The events of September 11, 2001, were “an eye-opener” for Pierre—a reaction shared by many Islamist activists throughout the West, particularly converts.13 Bombarded with media requests, he provided the “Muslim point of view” about the attacks. While condemning them, Pierre recalls, he also made points that were “apologetic, impregnated with the Brotherhood’s narrative of victimhood and grievance.” He realized that his frames of reference, his way of viewing the world, had become heavily influenced by the Brotherhood’s ideology. Feeling that he no longer wanted to use his position of influence as one of the most influential spokespeople for Swedish Muslims to spread the Brotherhood’s narrative, albeit unwittingly, he decided to leave activism.

Like the decision to leave the Brotherhood, Pierre’s departure from the activist scene was quietly made. He explains that one of the main reasons for this reticence was his desire not to cause pain to the many people he had influenced. “I was one of the most visible guys [on the activist Muslim scene]; … many people got inspired by my speeches, I had an audience of like 500 to 600 people and changed their emotions like that.… I’ve helped so many people enter into a more religious worldview, I didn’t want to hurt or confuse them too much by saying ‘Nope, I leave this, it’s a waste of time, it’s a mistake, goodbye.’ ”

This move coincided with his growing interest in the spiritual aspects of Islam, an aspect he felt the “politics-obsessed” Brothers wholly neglected. “I was one of the spiders in the web,” says Pierre, describing his role in the Brotherhood-linked activist world with an analogy commonly used by Brothers and their critics alike, “but as someone who wanted to make this whole religious scene more pious. I was not the most pious guy myself; I tried my best, but my idea is that we don’t need strange politics from a strange country, we need something which fulfills the spiritual vacuum of people who want to have that as part of their lives, and it’s all about focusing on God, it’s about prayer, it’s about knowing your traditions.”

By the late 1990s Pierre had begun cooperating with the networks linked to Hamza Yusuf and Muhammad al Yaqoubi, conservative preachers who traced their spiritual roots to Sufism. He later became closer to various Sufi tariqat, such as the Naqshbandiyya, the Chistiyya, and the Shadhiliyya. He found solace in these orders’ deeply spiritual and esoteric forms of Islam, which rejected politics. Yet his religious fervor has waned with the years and he now only occasionally practices the faith. He recalls making dua (praying) during his father’s funeral in Pakistan in 2014, but doing so “because whatever religion they have, that’s their religion and traditions and I love parts of that, I am still emotionally attached to it in a sense,” rather than out of a sense of belief.

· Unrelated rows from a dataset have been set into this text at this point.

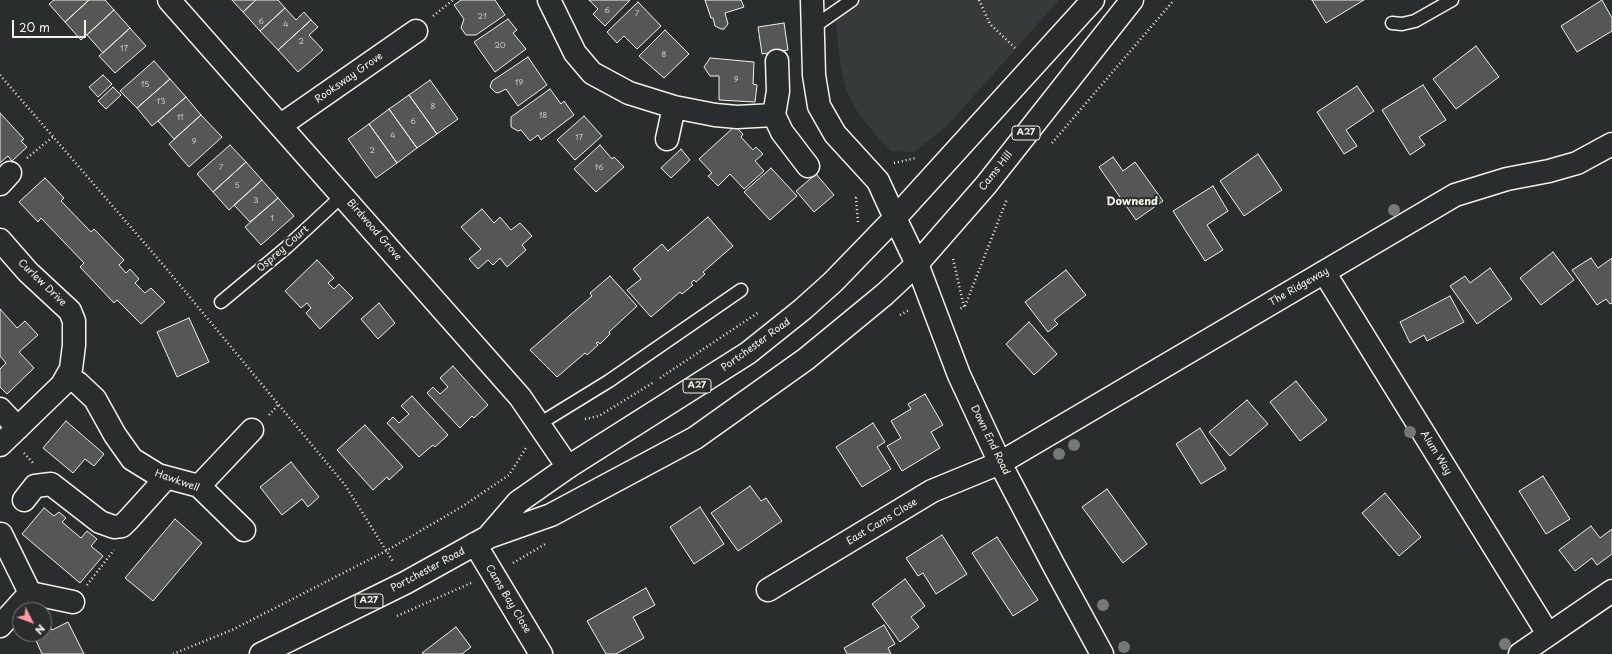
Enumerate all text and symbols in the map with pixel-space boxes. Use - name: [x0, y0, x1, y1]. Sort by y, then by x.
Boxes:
- house number: 6: [604, 6, 610, 16]
- house number: 7: [635, 9, 639, 19]
- scale bar: [14, 12, 88, 38]
- house number: 21: [477, 12, 487, 22]
- house number: 6: [258, 17, 264, 27]
- text: 20 m: [19, 18, 50, 36]
- house number: 4: [283, 20, 289, 30]
- house number: 2: [298, 37, 304, 47]
- house number: 20: [494, 41, 506, 51]
- house number: 17: [120, 44, 128, 54]
- street label: Rooksway Grove: [313, 50, 385, 106]
- house number: 8: [662, 50, 666, 60]
- house number: 9: [734, 75, 738, 85]
- house number: 19: [515, 78, 523, 88]
- house number: 15: [141, 80, 149, 90]
- house number: 13: [157, 97, 165, 107]
- house number: 8: [431, 102, 435, 112]
- house number: 18: [539, 111, 547, 121]
- house number: 11: [177, 113, 183, 123]
- house number: 6: [410, 117, 416, 127]
- road number: A27: [1012, 126, 1040, 140]
- house number: 4: [390, 131, 396, 141]
- house number: 17: [575, 133, 583, 143]
- house number: 9: [192, 137, 196, 147]
- house number: 2: [369, 146, 375, 156]
- street label: Cams Hill: [977, 149, 1015, 193]
- house number: 7: [219, 163, 223, 173]
- house number: 16: [594, 163, 604, 173]
- house number: 5: [234, 181, 240, 191]
- district label: Downend: [1106, 195, 1158, 209]
- house number: 3: [253, 196, 259, 206]
- street label: Birdwood Grove: [344, 197, 404, 263]
- house number: 1: [270, 214, 274, 224]
- street label: Osprey Court: [255, 223, 311, 275]
- street label: Curlew Drive: [15, 257, 69, 309]
- street label: The Ridgeway: [1267, 265, 1331, 309]
- street label: Portchester Road: [719, 316, 793, 374]
- road number: A27: [683, 379, 711, 393]
- street label: Down End Road: [968, 403, 1012, 477]
- street label: Alum Way: [1418, 429, 1454, 477]
- street label: Hawkwell: [153, 467, 201, 495]
- street label: East Cams Close: [844, 496, 920, 548]
- street label: Portchester Road: [389, 545, 467, 595]
- street label: Cams Bay Close: [483, 562, 533, 636]
- road number: A27: [355, 594, 383, 608]
- north arrow: [12, 602, 52, 642]
- text: N: [31, 621, 50, 639]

Over the past few years Pierre has focused mostly on his personal life. He moved with his wife and two children to a rural village not far from Stockholm, where he was able to ponder and make peace with his life choices. While continuing his studies, he has also remained an attentive observer of the “Muslim scene” of which he was once an integral part. And, since 2016, he has decided to resurface in the public sphere. Like many other former activists in high-commitment movements, after a hiatus devoted to introspection and putting his personal life in order, Pierre felt ready to speak out about his personal experience. He has been participating in a collective, government-funded research project that seeks to analyze the presence of Muslim Brotherhood networks in Sweden and critiquing the Swedish establishment’s approach to it. He has also begun giving interviews again, discussing his previous role in Brotherhood-linked organizations, describing how the Brotherhood milieu in Sweden works, and warning the public about the harm it does to Swedish society.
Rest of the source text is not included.